EXTRACTED ENTRIES: Begin

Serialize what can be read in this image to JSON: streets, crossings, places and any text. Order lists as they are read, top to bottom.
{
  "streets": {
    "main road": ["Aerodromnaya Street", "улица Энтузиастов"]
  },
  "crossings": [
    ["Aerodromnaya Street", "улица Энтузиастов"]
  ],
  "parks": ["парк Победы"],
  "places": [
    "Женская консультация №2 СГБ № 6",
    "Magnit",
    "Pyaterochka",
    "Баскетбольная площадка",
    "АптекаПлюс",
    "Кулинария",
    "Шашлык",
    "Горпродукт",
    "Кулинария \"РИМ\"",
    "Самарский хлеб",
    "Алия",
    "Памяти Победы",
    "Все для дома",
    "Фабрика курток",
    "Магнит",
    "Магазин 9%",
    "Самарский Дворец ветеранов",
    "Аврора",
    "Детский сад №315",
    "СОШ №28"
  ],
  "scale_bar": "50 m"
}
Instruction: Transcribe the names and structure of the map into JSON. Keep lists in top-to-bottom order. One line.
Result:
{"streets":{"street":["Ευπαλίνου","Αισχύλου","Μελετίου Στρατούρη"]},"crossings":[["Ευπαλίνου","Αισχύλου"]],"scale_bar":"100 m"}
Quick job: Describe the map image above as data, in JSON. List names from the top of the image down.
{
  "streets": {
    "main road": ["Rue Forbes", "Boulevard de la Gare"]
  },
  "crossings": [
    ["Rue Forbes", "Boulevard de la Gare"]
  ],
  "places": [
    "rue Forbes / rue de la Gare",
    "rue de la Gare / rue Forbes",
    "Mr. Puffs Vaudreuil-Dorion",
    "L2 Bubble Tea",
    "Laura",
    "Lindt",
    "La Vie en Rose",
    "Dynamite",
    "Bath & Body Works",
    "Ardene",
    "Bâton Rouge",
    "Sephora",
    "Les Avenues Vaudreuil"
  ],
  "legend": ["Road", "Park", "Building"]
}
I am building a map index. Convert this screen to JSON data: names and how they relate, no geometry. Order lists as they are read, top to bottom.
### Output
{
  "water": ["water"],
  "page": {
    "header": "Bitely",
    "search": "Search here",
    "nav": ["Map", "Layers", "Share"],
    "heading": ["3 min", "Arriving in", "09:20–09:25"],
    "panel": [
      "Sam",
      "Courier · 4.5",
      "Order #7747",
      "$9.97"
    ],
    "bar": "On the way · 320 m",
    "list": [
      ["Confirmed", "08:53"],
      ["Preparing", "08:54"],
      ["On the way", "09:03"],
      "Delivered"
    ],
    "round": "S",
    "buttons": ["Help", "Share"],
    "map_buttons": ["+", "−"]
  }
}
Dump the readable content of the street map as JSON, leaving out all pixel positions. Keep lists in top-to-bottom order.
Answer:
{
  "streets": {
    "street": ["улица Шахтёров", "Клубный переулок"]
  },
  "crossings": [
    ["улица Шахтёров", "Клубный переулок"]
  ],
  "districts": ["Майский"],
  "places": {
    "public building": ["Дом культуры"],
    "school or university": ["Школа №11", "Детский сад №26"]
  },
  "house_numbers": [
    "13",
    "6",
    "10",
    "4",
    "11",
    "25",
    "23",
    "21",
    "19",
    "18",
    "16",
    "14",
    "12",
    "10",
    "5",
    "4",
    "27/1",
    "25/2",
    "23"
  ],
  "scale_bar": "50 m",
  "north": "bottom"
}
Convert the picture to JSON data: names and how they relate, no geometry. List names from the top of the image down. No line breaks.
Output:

EXTRACTED ENTRIES: End

• REQUIRED ACTION:
Each line above that has the word "geometry" must be copied.

• REPLY:
I am building a map index. Convert this screen to JSON data: names and how they relate, no geometry. Order lists as they are read, top to bottom.
Convert the picture to JSON data: names and how they relate, no geometry. List names from the top of the image down. No line breaks.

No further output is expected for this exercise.